If yes, perhaps you'd have some insight about https://opengrok.libreoffice.org/xref/core/sal/textenc/tcvtest1.tab?r=98492e9d
and also perhaps you may be interested to contribute by following this link https://wiki.documentfoundation.org/Development/GetInvolved ?
Both files use the same format as the unicode.org tables (e.g. http://www.unicode.org/Public/MAPPINGS/VENDORS/MICSFT/EBCDIC/CP037.TXT). The first column is a byte value and the second column is the equivalent Unicode value.
If https://opengrok.libreoffice.org/xref/core/sal/textenc/tencinfo.cxx?r=b480819d#823 is the master mapping from codepage to encodings, there are a number of issues.
For example, RTF spec  has two tables of supported codepages:
A) Pages 14-15 describe the ANSI codepages specified with \ansicpg# .
B) Pages 20-21 describe the \fcharset control word and associated codepages.
- CP720 is missing
- CP708 is described as "ASMO 708" but it should use the Windows version   . Windows 708 fills a number of gaps that ISO-8859-6 leaves undefined, so a separate mapping should be created.
- CP10021 (Mac Thai) is missing (referenced as \fcharset87)
 https://github.com/SheetJS/js-codepage/blob/master/codepages/720.TBL according to our notes it was enumerated using .NET System.Text.Encoding from a Windows 7 machine
I abandoned the patch, too complicate for me, unassign myself.
Julien Nabet committed a patch related to this issue.
It has been pushed to "master":
tdf#150877: Add support for Kamenický and Mazovia encodings
It will be available in 7.5.0.
The patch should be included in the daily builds available at
https://dev-builds.libreoffice.org/daily/ in the next 24-48 hours.
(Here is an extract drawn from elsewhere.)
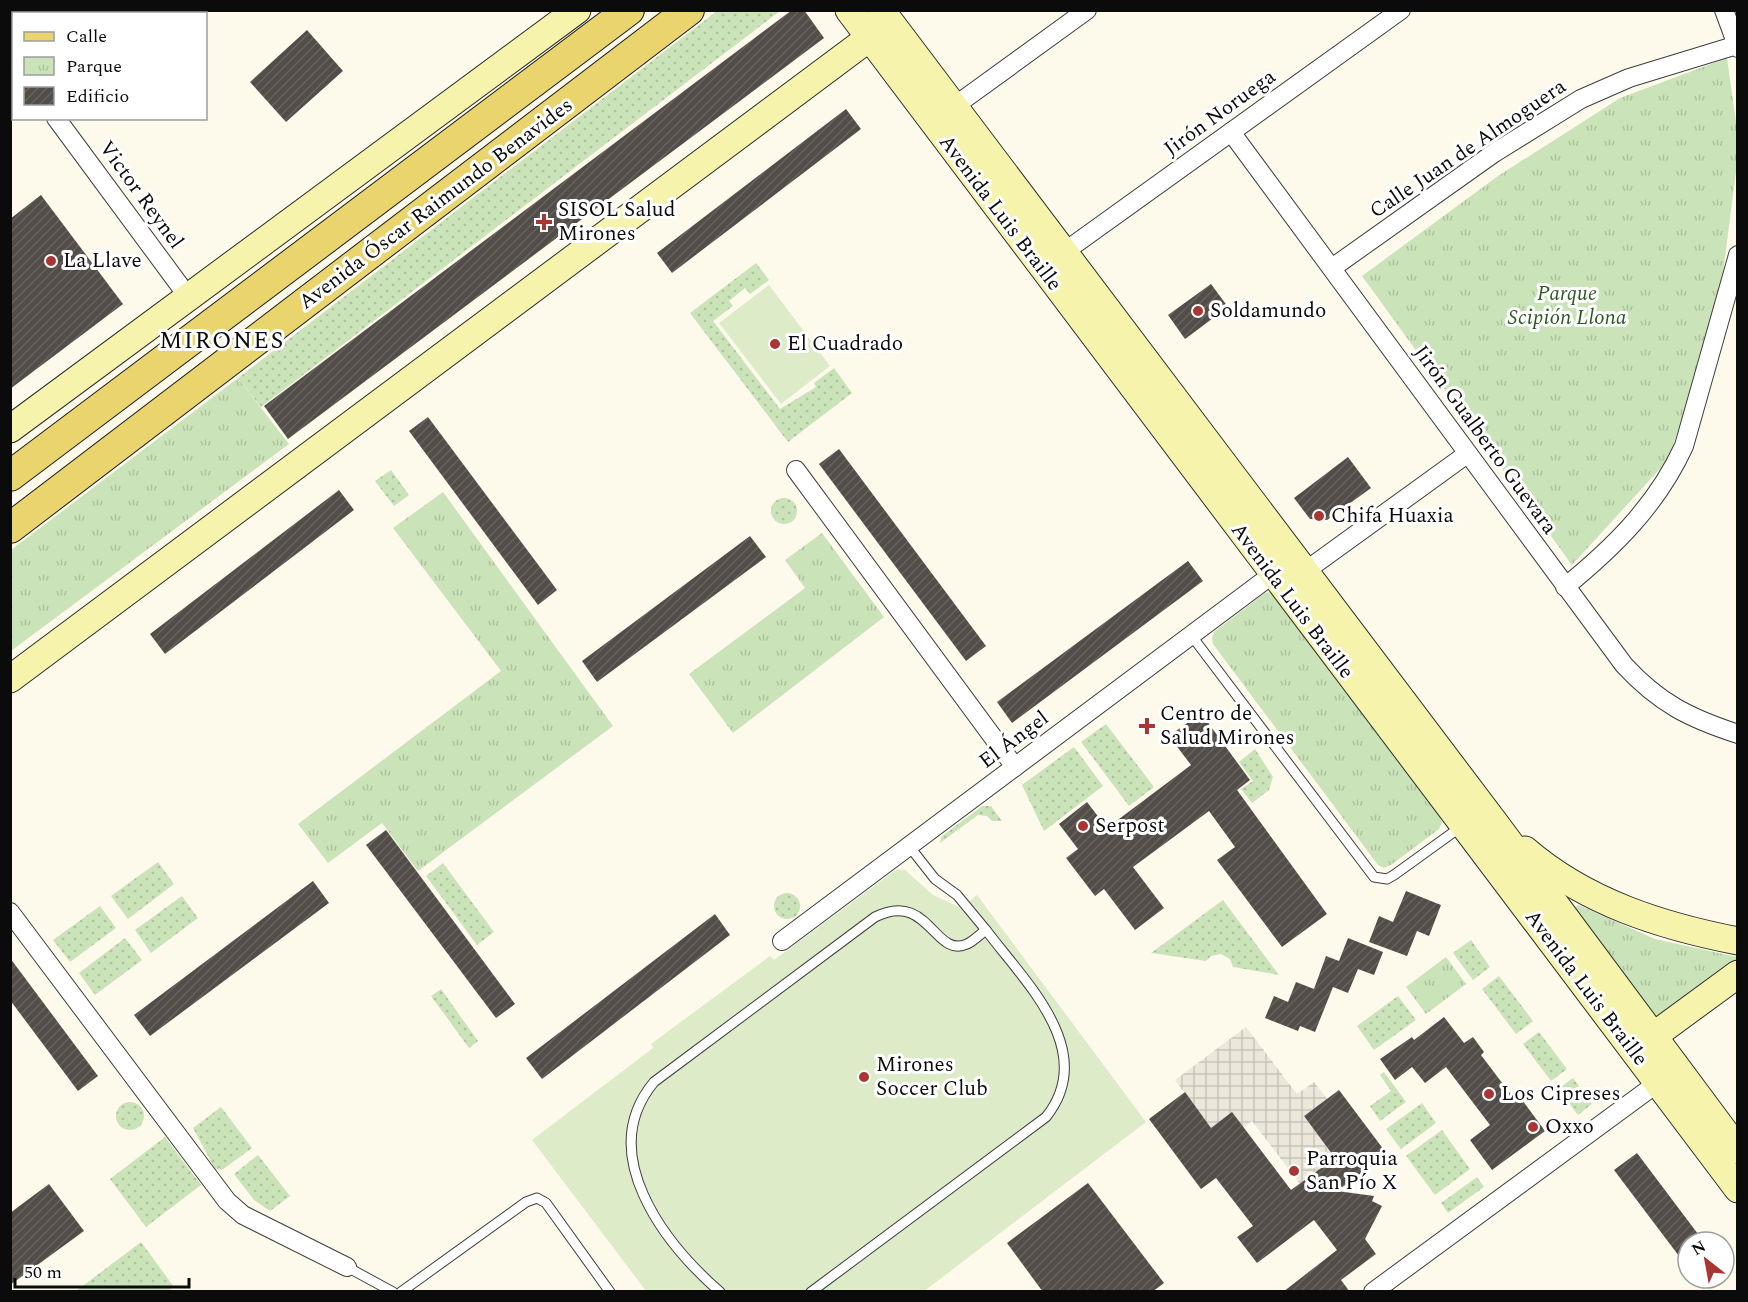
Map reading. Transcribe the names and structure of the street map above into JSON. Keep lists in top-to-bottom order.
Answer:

More
information about daily builds can be found at:
Affected users are encouraged to test the fix and report feedback.
Just to tell it clearly, even if Stephan started from my abandoned patch, he did the most important and difficult part of the job (I think about the mapping).
Thank you again Stephan!
BTW, with master sources updated today, I don't reproduce the pb anymore.
I got the string Ś╫êëτ⌡ś (in B3), so let's put this one to VERIFIED.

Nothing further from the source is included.